Objectives: Native Andean ancestry gives partial protection from reduced birthweight at high altitude in the Andes compared with European ancestry. Whether Andean ancestry is also associated with body proportions and greater postnatal body size at altitude is unknown. Therefore, we tested whether a greater proportion of Andean ancestry is associated with stature and body proportions among Peruvian children at high and low altitude.

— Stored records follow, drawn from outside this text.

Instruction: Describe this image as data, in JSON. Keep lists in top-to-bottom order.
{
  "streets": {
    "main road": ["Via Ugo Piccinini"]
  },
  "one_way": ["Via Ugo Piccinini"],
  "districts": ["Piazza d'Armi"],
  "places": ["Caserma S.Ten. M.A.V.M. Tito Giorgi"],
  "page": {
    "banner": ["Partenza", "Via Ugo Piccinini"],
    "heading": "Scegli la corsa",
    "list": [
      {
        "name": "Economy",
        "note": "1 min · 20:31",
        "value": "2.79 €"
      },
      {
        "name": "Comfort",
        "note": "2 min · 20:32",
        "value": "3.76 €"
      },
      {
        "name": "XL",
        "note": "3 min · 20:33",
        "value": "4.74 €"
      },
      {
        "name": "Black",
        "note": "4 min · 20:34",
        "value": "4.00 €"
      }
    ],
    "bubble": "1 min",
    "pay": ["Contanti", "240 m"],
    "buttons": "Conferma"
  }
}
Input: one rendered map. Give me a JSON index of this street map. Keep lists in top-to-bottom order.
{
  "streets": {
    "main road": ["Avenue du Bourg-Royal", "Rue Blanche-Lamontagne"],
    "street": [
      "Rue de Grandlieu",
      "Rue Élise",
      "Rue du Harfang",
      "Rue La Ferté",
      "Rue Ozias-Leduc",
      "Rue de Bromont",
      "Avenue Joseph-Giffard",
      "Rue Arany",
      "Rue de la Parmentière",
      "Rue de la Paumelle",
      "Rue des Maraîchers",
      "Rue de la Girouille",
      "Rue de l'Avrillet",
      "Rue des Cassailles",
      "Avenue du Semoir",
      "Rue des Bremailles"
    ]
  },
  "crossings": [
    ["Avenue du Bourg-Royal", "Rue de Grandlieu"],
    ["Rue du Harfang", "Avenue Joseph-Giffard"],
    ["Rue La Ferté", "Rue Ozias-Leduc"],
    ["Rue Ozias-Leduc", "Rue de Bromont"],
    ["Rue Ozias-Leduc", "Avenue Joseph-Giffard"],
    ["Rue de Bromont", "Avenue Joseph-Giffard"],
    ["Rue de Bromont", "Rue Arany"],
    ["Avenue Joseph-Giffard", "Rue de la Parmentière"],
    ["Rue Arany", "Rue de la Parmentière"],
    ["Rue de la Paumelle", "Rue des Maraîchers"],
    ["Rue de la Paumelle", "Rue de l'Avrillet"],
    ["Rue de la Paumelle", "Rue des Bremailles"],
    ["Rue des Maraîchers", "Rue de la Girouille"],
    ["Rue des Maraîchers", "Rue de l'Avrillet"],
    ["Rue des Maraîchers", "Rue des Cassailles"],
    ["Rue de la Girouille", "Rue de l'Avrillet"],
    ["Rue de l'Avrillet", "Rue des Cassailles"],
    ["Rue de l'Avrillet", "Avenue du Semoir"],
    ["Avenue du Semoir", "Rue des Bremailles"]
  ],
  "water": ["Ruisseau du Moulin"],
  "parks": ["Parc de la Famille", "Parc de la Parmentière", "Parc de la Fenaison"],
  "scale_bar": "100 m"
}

Methods: Height, head circumference, head-trunk height, upper and lower limb lengths, and tibia, ulna, hand and foot lengths, were measured in 133 highland and 169 lowland children aged 6 months to 8.5 years. For highland and lowland groups separately, age-sex-adjusted anthropometry z scores were regressed on the number of indigenous parental surnames as a proxy for Andean ancestry, adjusting for potential confounders (maternal age and education, parity, altitude [highlands only]).
Results: Among highland children, greater Andean ancestry was negatively associated with stature and tibia, ulna, and lower limb lengths, independent of negative associations with greater altitude for these measurements. Relationships were strongest for tibia length: each additional Andean surname or 1,000 m increase at altitude among highland children was associated with 0.18 and 0.65 z score decreases in tibia length, respectively. Anthropometry was not significantly associated with ancestry among lowland children.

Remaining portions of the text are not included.